In our case, we will be building a glove that guides a drawer’s hand to move in 4 directions (up, down, left, right) via vibration motors, and a system to allow any other participants to dictate the motion of the drawing via their own devices.
Overall System Diagram
1. Participants can press up, down, left, right on their devices 2. Participants’ direction choices collect on a server 3. Direction choices affect 4 corresponding vibration motors on the glove in real-time 4. The drawer moves the pen according to what they perceive while wearing the glove
Contributions
To divide the work on this project, I’m going to be focusing on the wearable vibrational glove side (I’m combining this final with my final for Intro to Wearables, where the prompt is to make any wearable garment), and Aileen is going to focus on creating the server and participant experience.

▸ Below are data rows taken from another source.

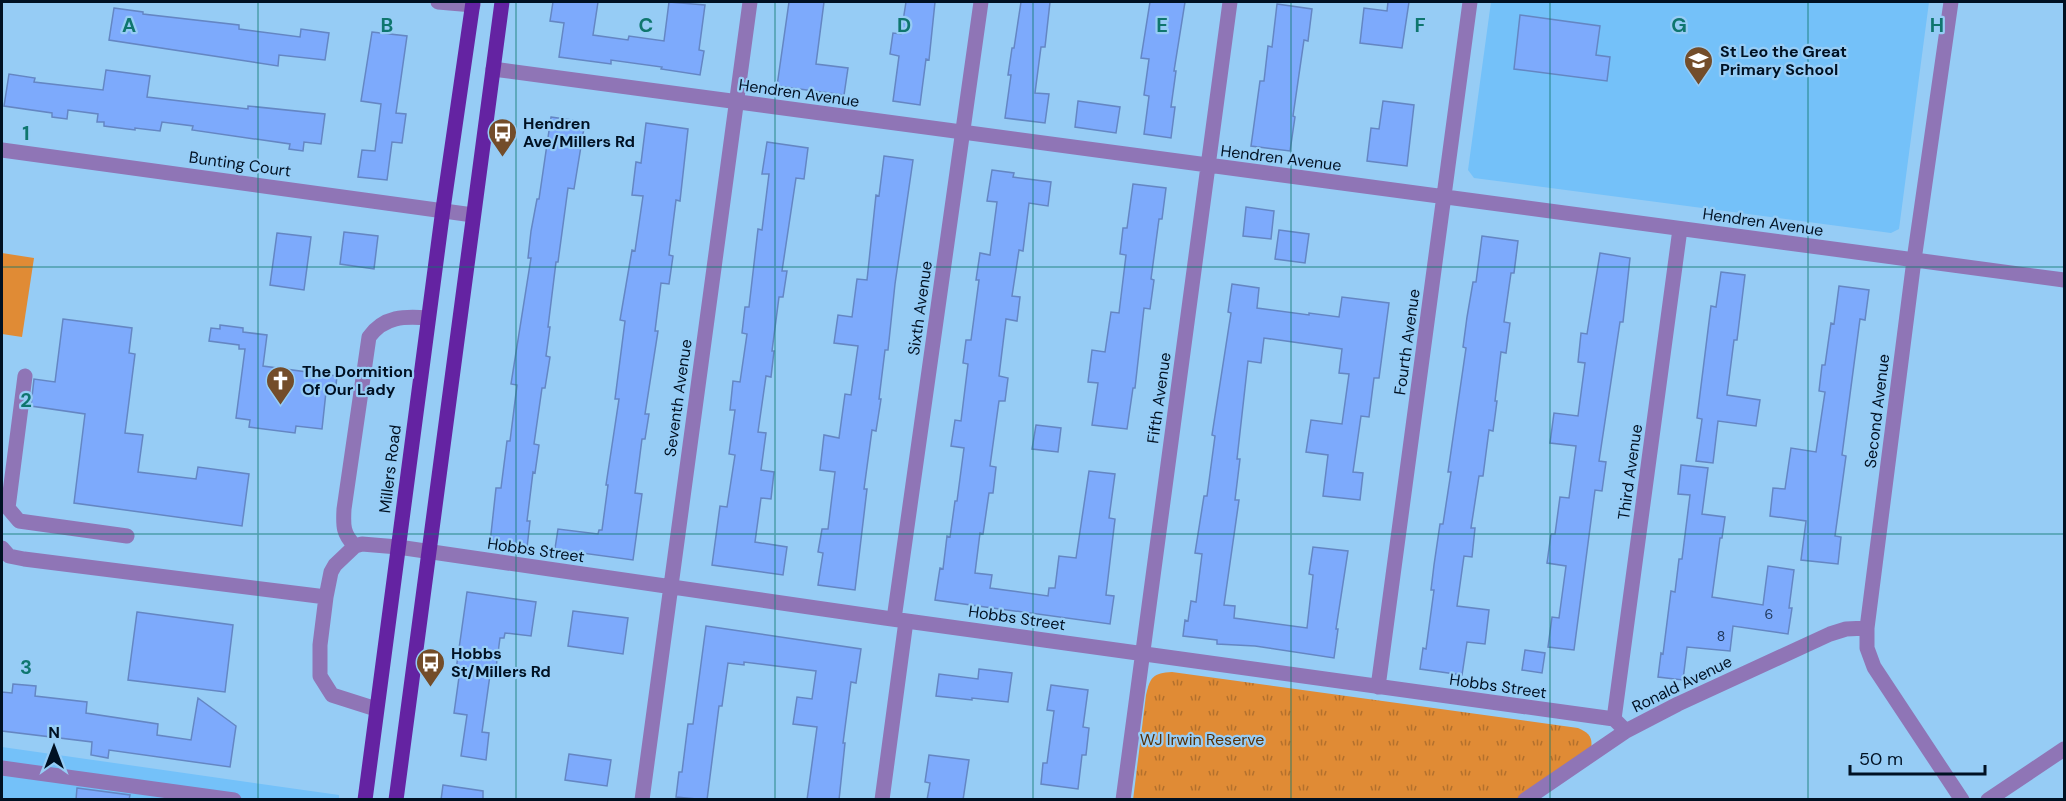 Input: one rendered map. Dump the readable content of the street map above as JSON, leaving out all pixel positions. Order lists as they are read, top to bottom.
{
  "streets": {
    "main road": ["Millers Road"],
    "street": [
      "Hendren Avenue",
      "Bunting Court",
      "Sixth Avenue",
      "Fourth Avenue",
      "Seventh Avenue",
      "Fifth Avenue",
      "Second Avenue",
      "Third Avenue",
      "Hobbs Street",
      "Ronald Avenue"
    ]
  },
  "crossings": [
    ["Hendren Avenue", "Sixth Avenue"],
    ["Hendren Avenue", "Fourth Avenue"],
    ["Hendren Avenue", "Seventh Avenue"],
    ["Hendren Avenue", "Fifth Avenue"],
    ["Hendren Avenue", "Second Avenue"],
    ["Hendren Avenue", "Third Avenue"],
    ["Bunting Court", "Millers Road"],
    ["Sixth Avenue", "Hobbs Street"],
    ["Fourth Avenue", "Hobbs Street"],
    ["Seventh Avenue", "Hobbs Street"],
    ["Fifth Avenue", "Hobbs Street"],
    ["Second Avenue", "Ronald Avenue"],
    ["Millers Road", "Hobbs Street"],
    ["Third Avenue", "Hobbs Street"]
  ],
  "parks": ["WJ Irwin Reserve"],
  "places": {
    "school or university": ["St Leo the Great Primary School"],
    "bus stop": ["Hendren Ave/Millers Rd", "Hobbs St/Millers Rd"],
    "church": ["The Dormition Of Our Lady"]
  },
  "house_numbers": ["6", "8"],
  "scale_bar": "50 m",
  "north": "top",
  "grid": {
    "columns": [
      "A",
      "B",
      "C",
      "D",
      "E",
      "F",
      "G",
      "H"
    ],
    "rows": ["1", "2", "3"]
  }
}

This blog post will mostly cover my work on the wearable glove, while Aileen’s blog post will go more in detail about creating the crowdsourced experience.
Building a glove prototype
Because this concept is heavy on the physical computing side, I started this project by prototyping the electronics needed to create a haptic glove that can receive many directional commands over serial communication.
Design decisions
The main design choice I made in this glove was how to specifically translate directional commands into vibration. There are plenty of different routes one could go with this - read each successive command from the group and vibrate each corresponding motor one-by-one in order. Or, read each success command and use that information to update a global state of the glove, which can include multiple vibrations of variable intensities at any given time.
I ended up going with the latter; I think having multiple vibration motors go off and having to use intuition on what *feels* strongest is in the spirit of automatic drawing/writing in the formal sense - i.e., being guided by intuition and whim rather than certainty and lucidity.
More detail on how the glove receives directional commands and translates them into vibration can be found in a separate blog post here.
Some main challenges that I had to work around include:
Coordinating the reaction of the vibration in real-time to the inputs of users
How to account for very large amounts of data being sent to the Arduino
Designing the final form
After some quick prototyping, I realized that a one-piece glove out of fabric wasn’t going to do the trick.
My early “oven mitt” prototype revealed to me that the vibration motors would need to be closer to the skin to feel anything, so I opted to try a version where three tight rings would hold the left, top, and right vibration motors, and the bottom vibration motor would sit around the wrist.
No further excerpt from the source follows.